- _THE PROBLEM_
Which of the lines below include the word "down"? Pull each one out.

=== Begin Enclosure ===

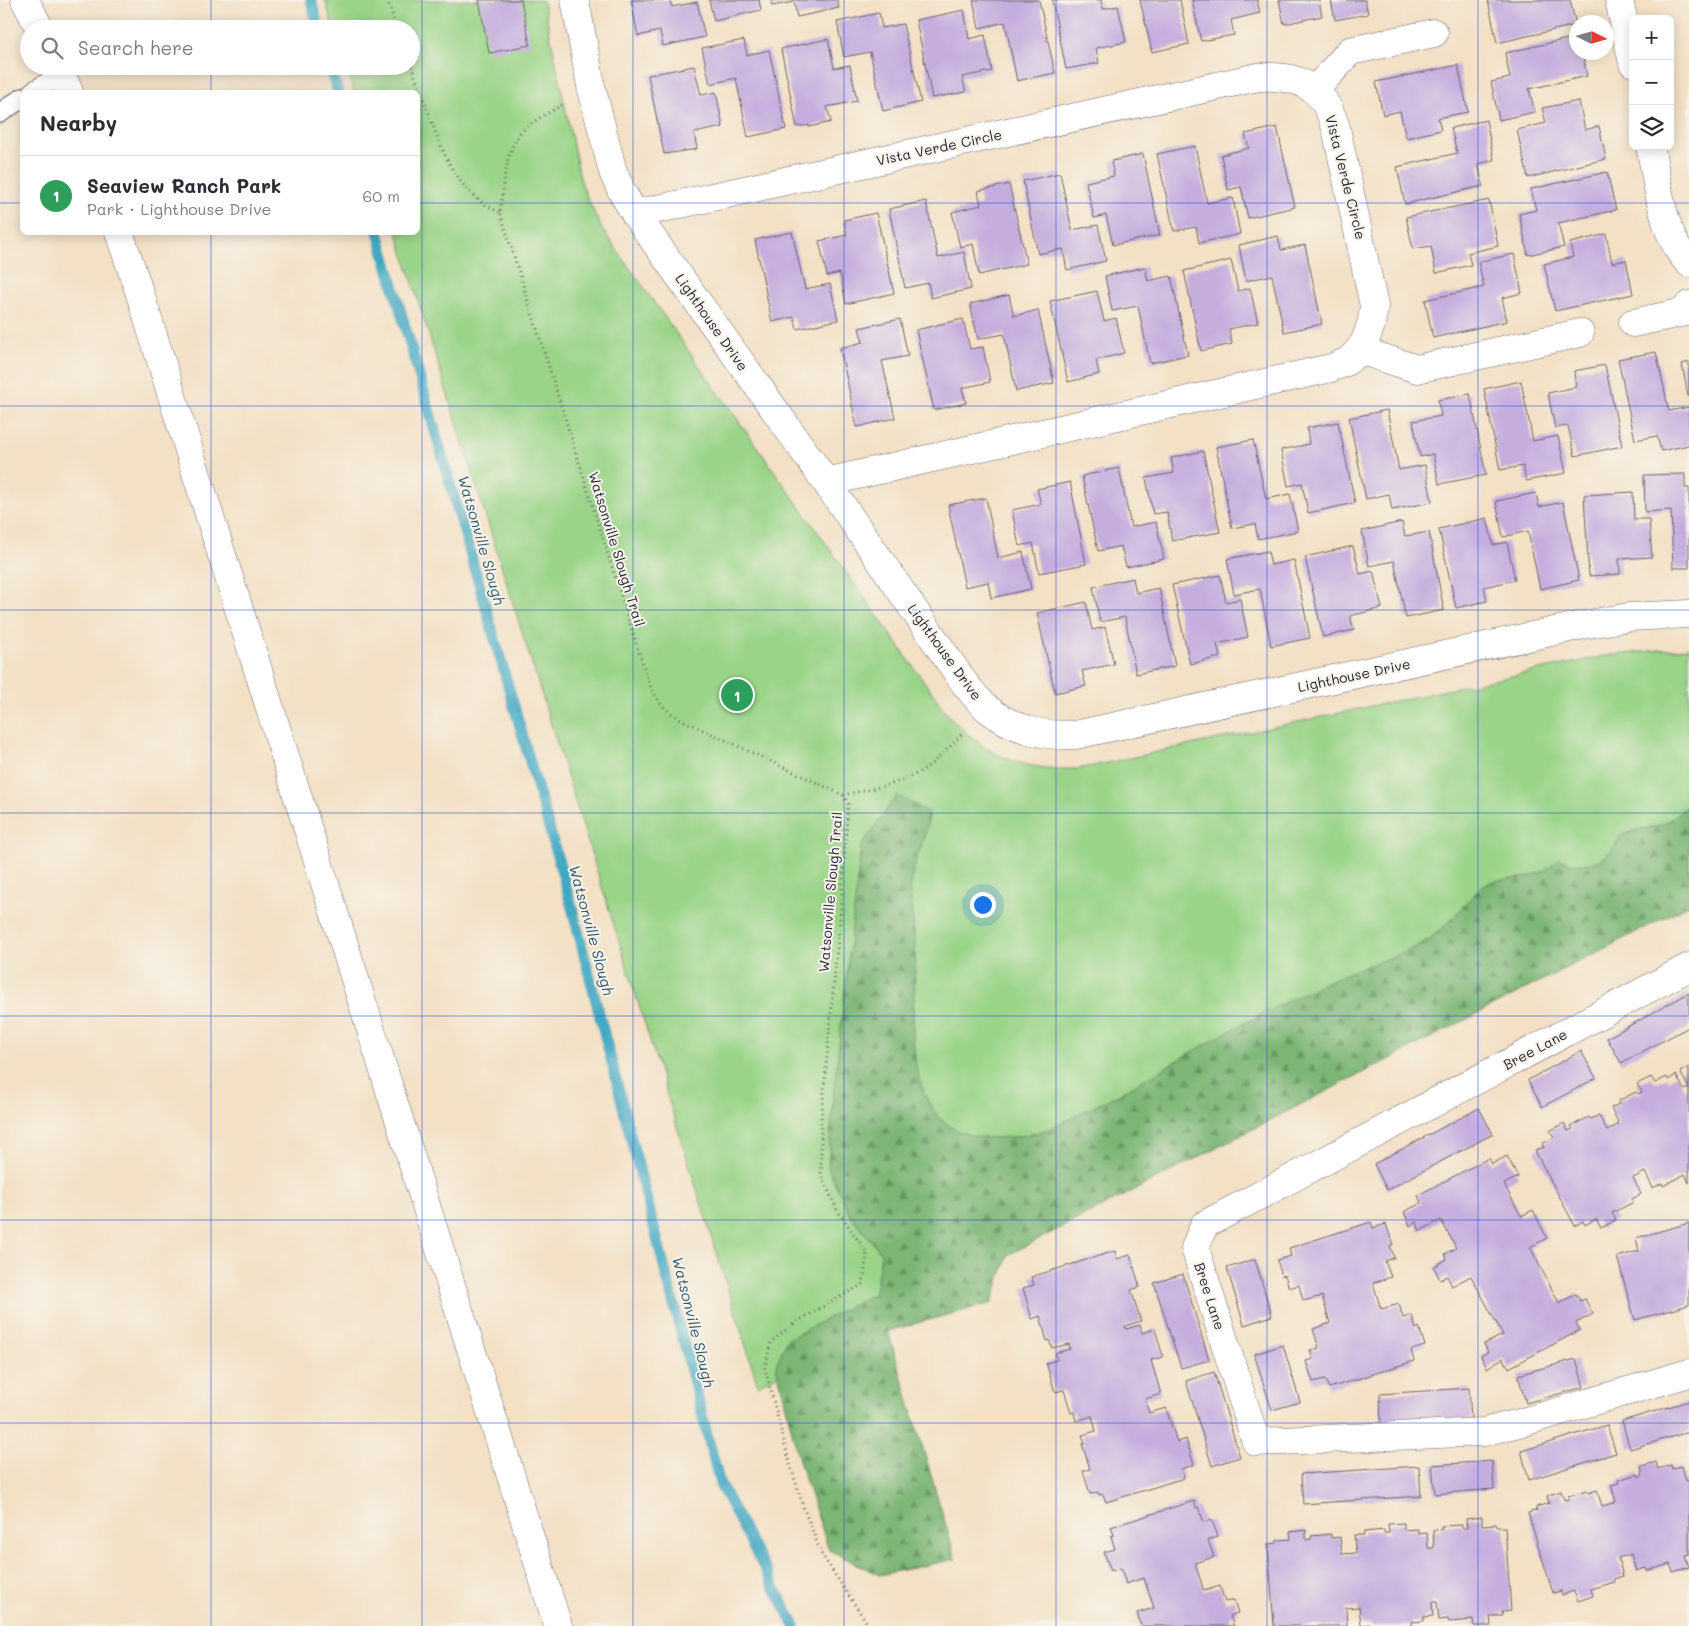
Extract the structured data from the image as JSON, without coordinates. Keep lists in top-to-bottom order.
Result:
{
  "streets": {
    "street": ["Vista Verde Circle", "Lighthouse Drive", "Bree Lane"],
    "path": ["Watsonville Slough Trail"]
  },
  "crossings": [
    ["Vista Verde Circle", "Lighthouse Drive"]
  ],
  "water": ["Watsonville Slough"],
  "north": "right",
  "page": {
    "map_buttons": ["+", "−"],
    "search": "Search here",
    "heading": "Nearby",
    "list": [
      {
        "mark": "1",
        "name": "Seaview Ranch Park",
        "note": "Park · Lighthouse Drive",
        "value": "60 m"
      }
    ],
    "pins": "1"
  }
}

=== End Enclosure ===
=== Begin Enclosure ===

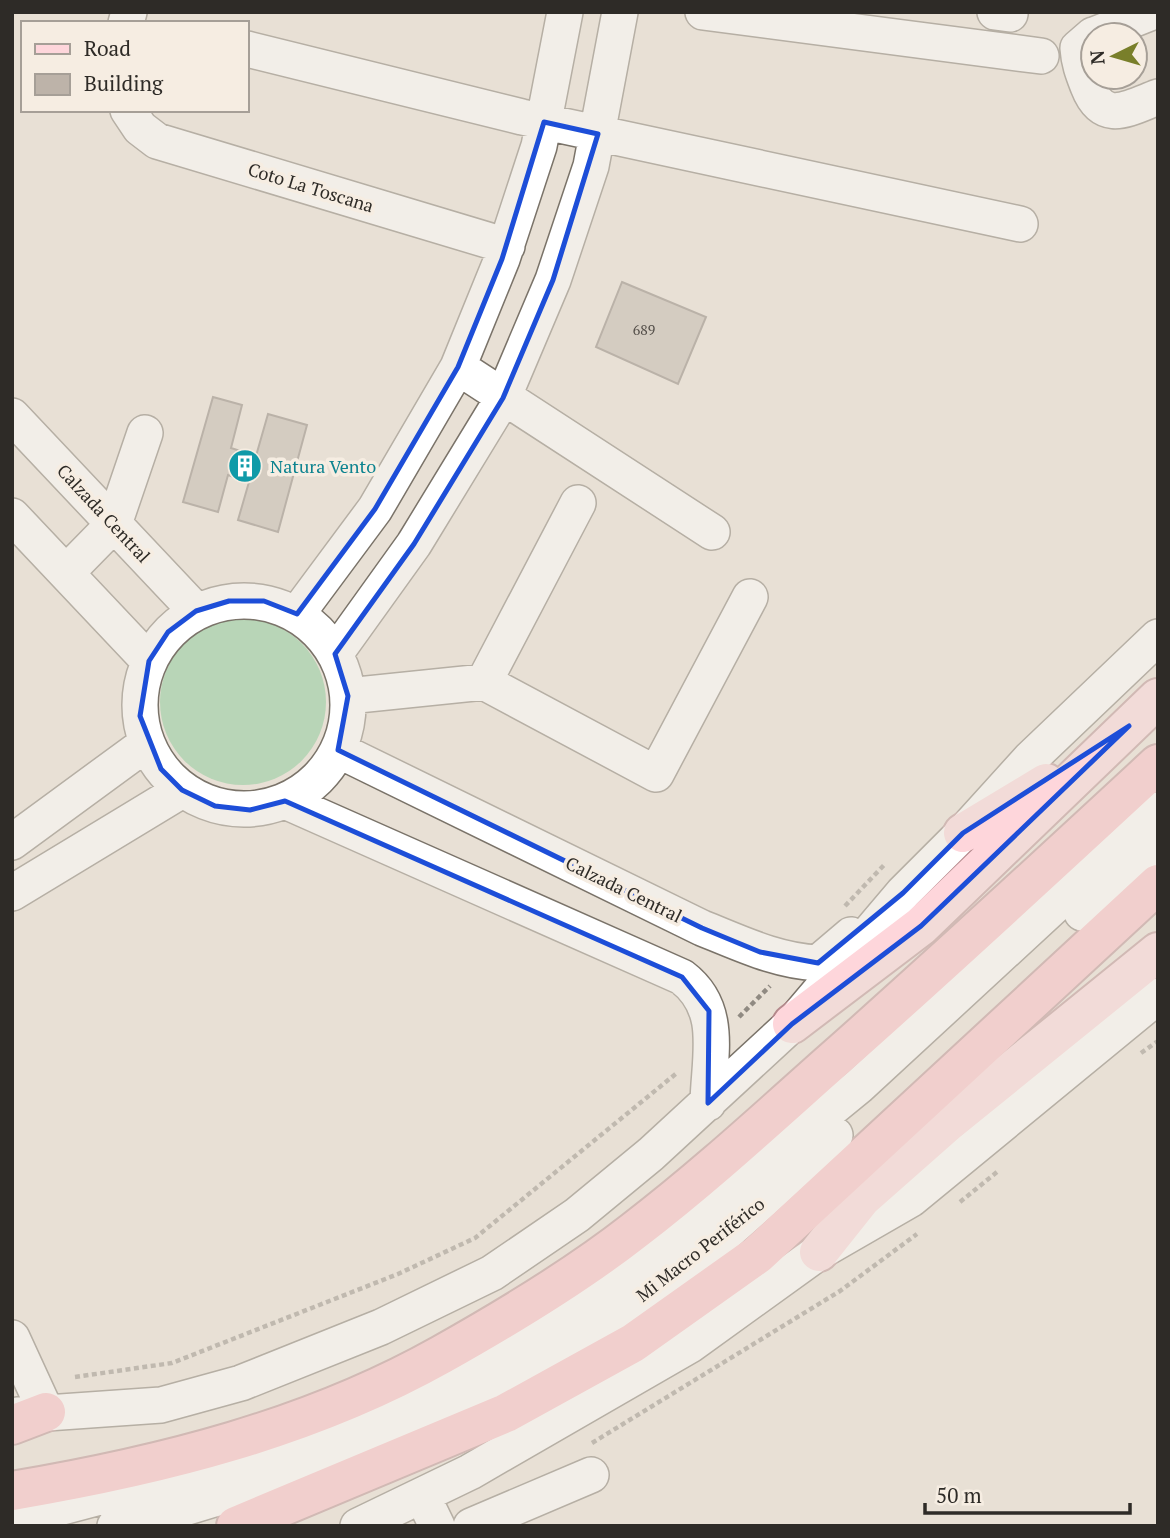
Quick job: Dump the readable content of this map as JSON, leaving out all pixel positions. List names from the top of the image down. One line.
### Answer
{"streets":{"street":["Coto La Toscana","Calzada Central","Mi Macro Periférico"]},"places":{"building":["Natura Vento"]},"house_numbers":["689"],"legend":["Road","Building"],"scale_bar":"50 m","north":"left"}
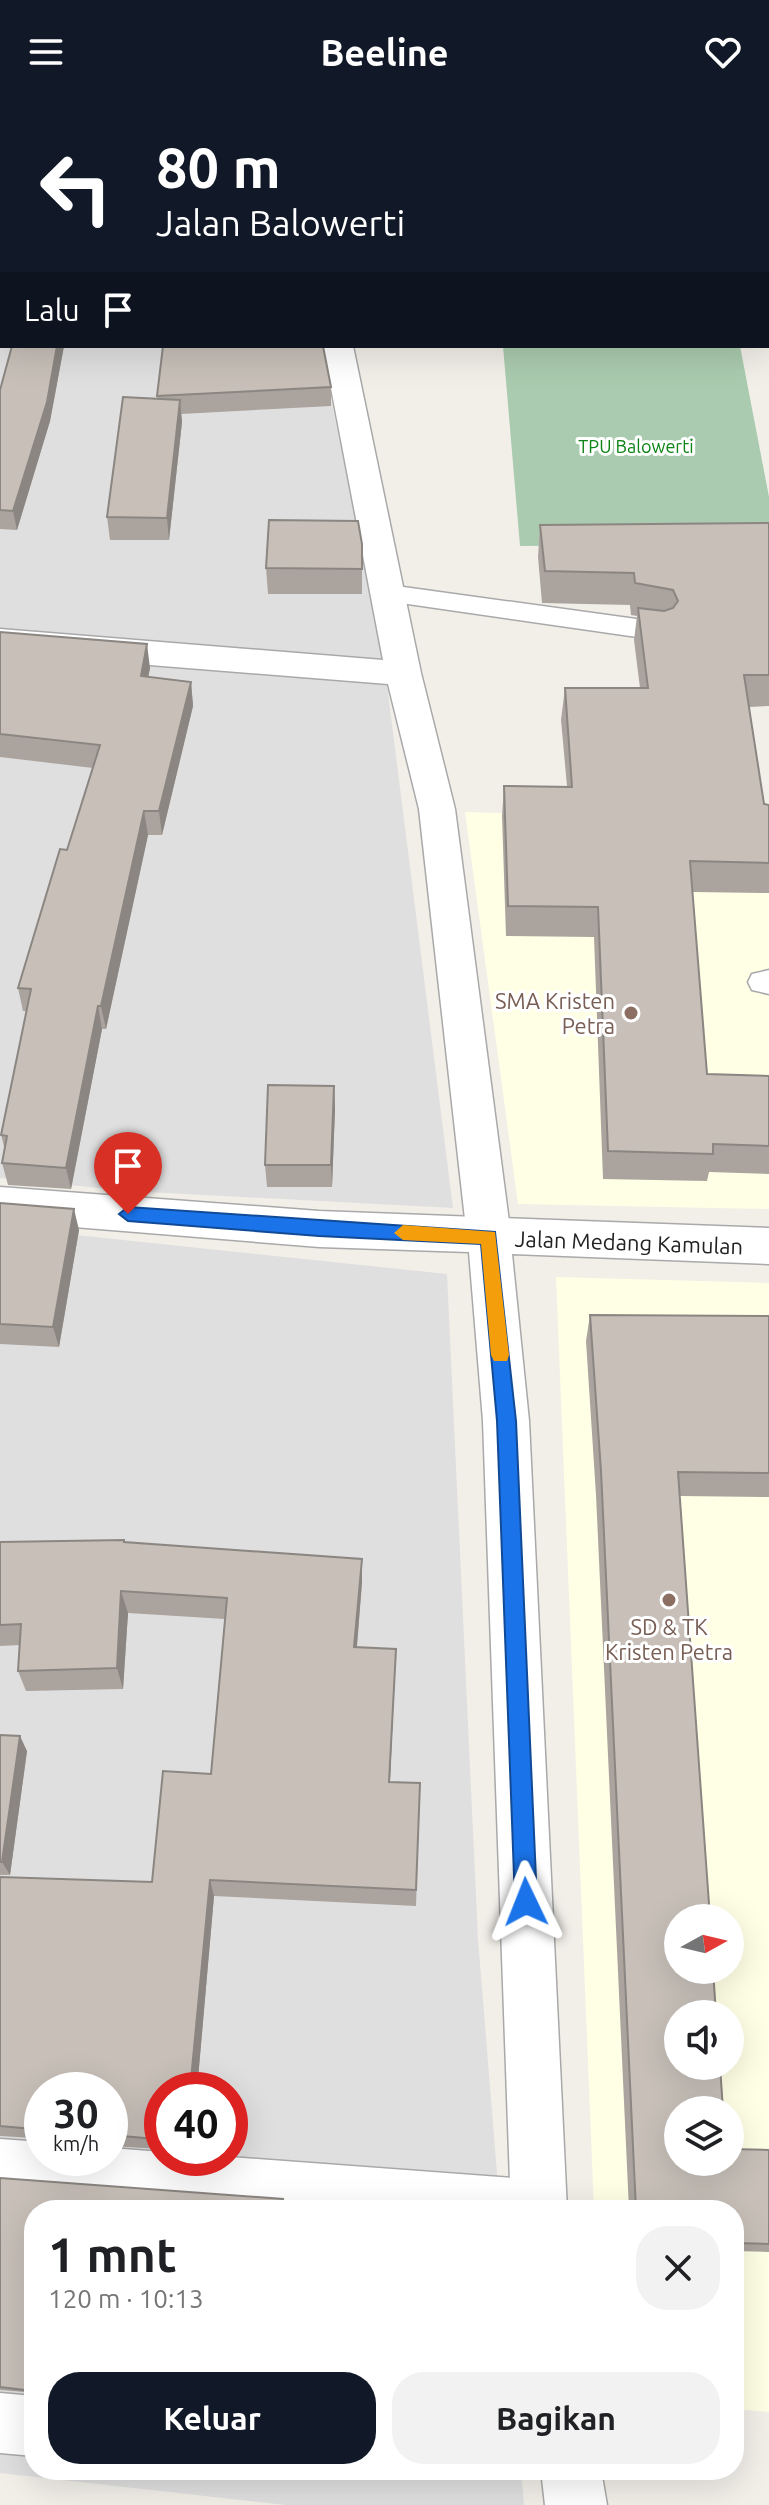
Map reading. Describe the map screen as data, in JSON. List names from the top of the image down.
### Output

=== End Enclosure ===

- _THE ANSWER_
Quick job: Dump the readable content of this map as JSON, leaving out all pixel positions. List names from the top of the image down. One line.
Map reading. Describe the map screen as data, in JSON. List names from the top of the image down.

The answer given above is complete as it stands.